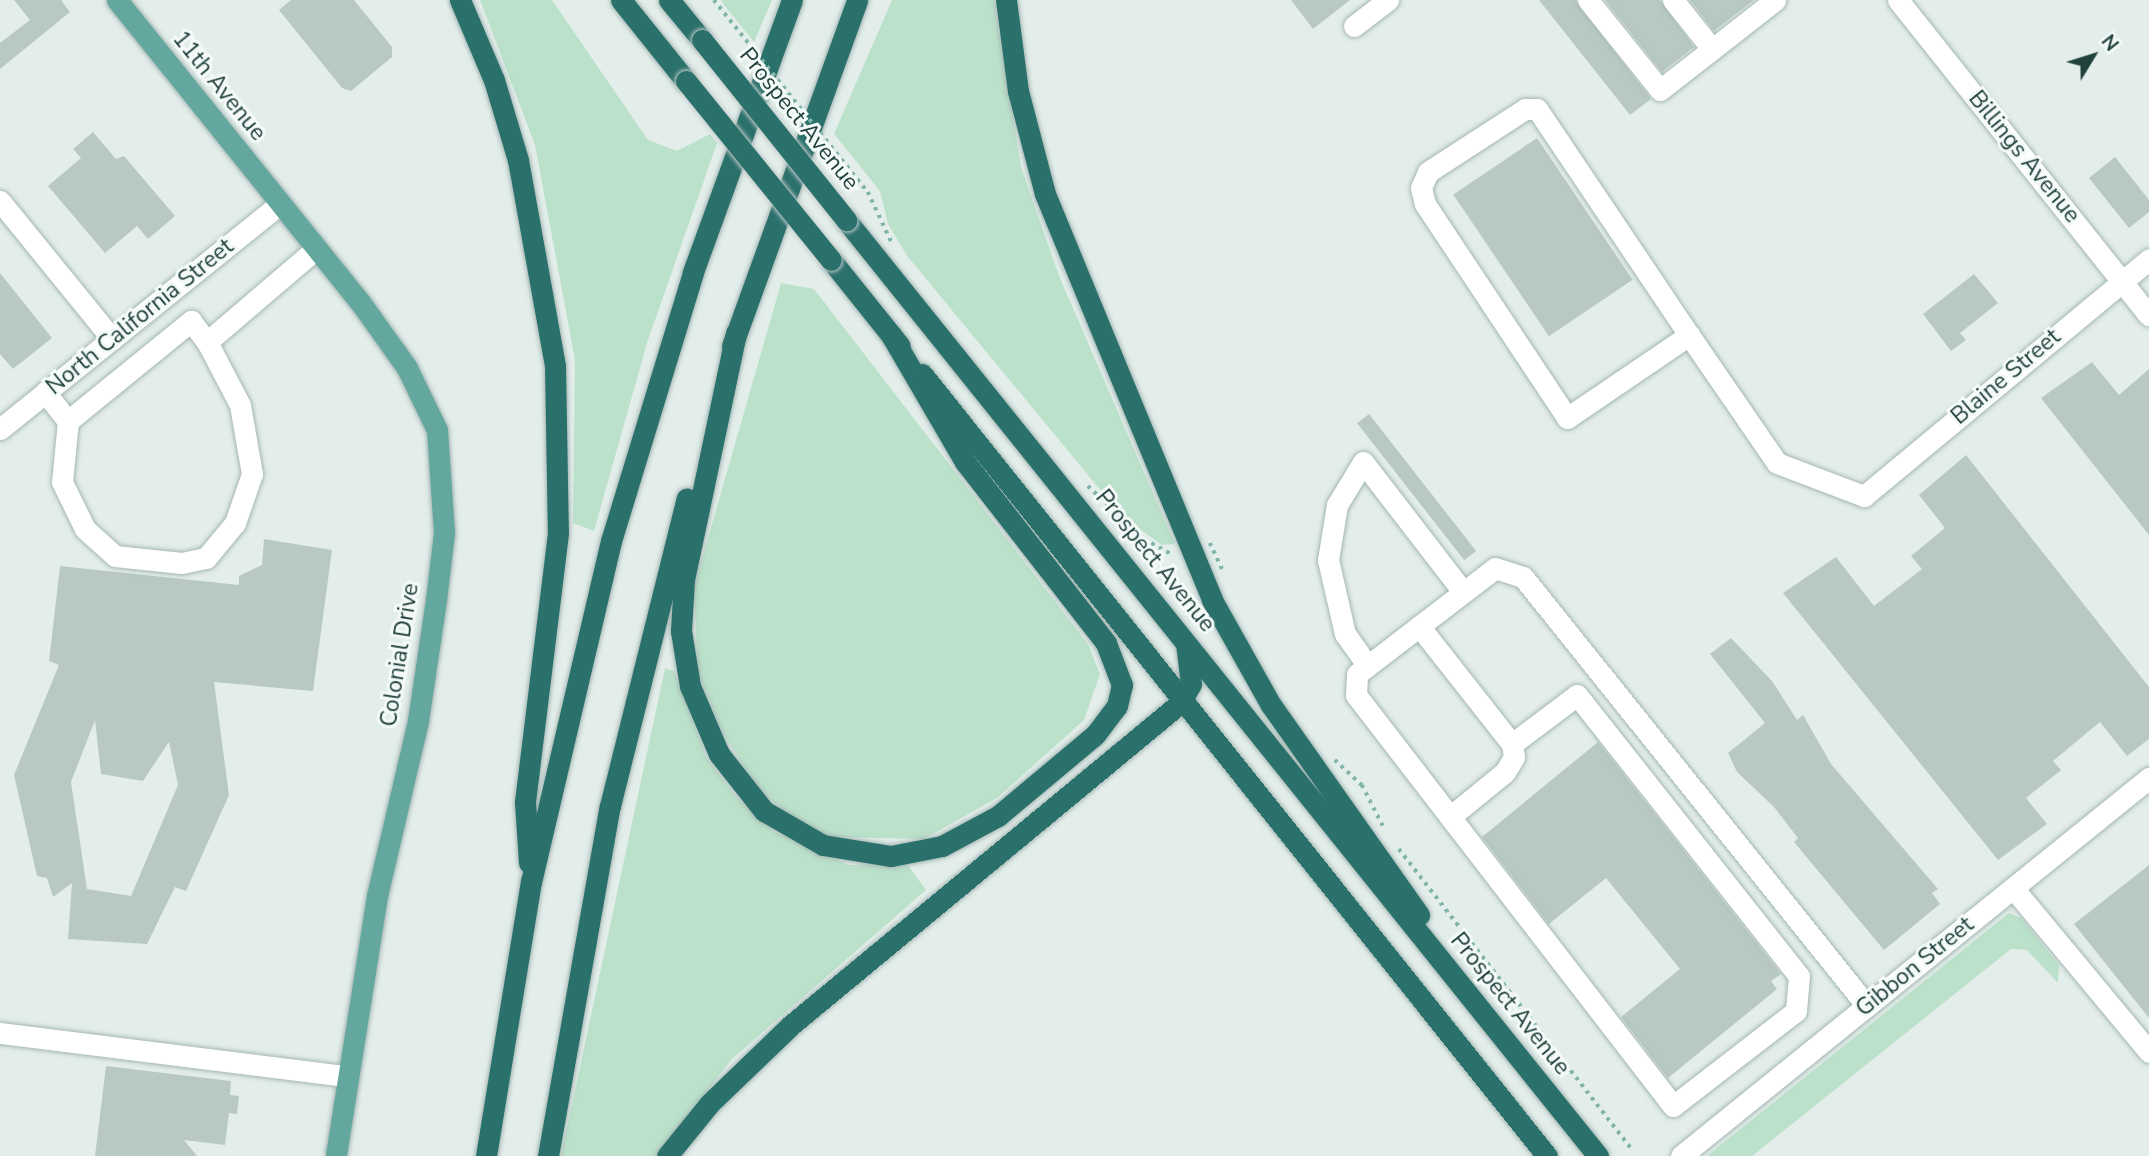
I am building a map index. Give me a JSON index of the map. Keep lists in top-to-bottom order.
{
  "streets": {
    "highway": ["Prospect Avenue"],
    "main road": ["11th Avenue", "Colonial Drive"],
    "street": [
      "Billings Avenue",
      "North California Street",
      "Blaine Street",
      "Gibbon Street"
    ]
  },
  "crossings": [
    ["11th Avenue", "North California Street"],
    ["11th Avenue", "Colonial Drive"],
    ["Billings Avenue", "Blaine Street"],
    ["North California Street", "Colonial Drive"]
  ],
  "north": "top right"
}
☆ ☆ ☆ ☆ ☆
Brief – The pictures should be dropped, and every line above should be set down again exactly.

Exercise solution –
I am building a map index. Give me a JSON index of the map. Keep lists in top-to-bottom order.
{
  "streets": {
    "highway": ["Prospect Avenue"],
    "main road": ["11th Avenue", "Colonial Drive"],
    "street": [
      "Billings Avenue",
      "North California Street",
      "Blaine Street",
      "Gibbon Street"
    ]
  },
  "crossings": [
    ["11th Avenue", "North California Street"],
    ["11th Avenue", "Colonial Drive"],
    ["Billings Avenue", "Blaine Street"],
    ["North California Street", "Colonial Drive"]
  ],
  "north": "top right"
}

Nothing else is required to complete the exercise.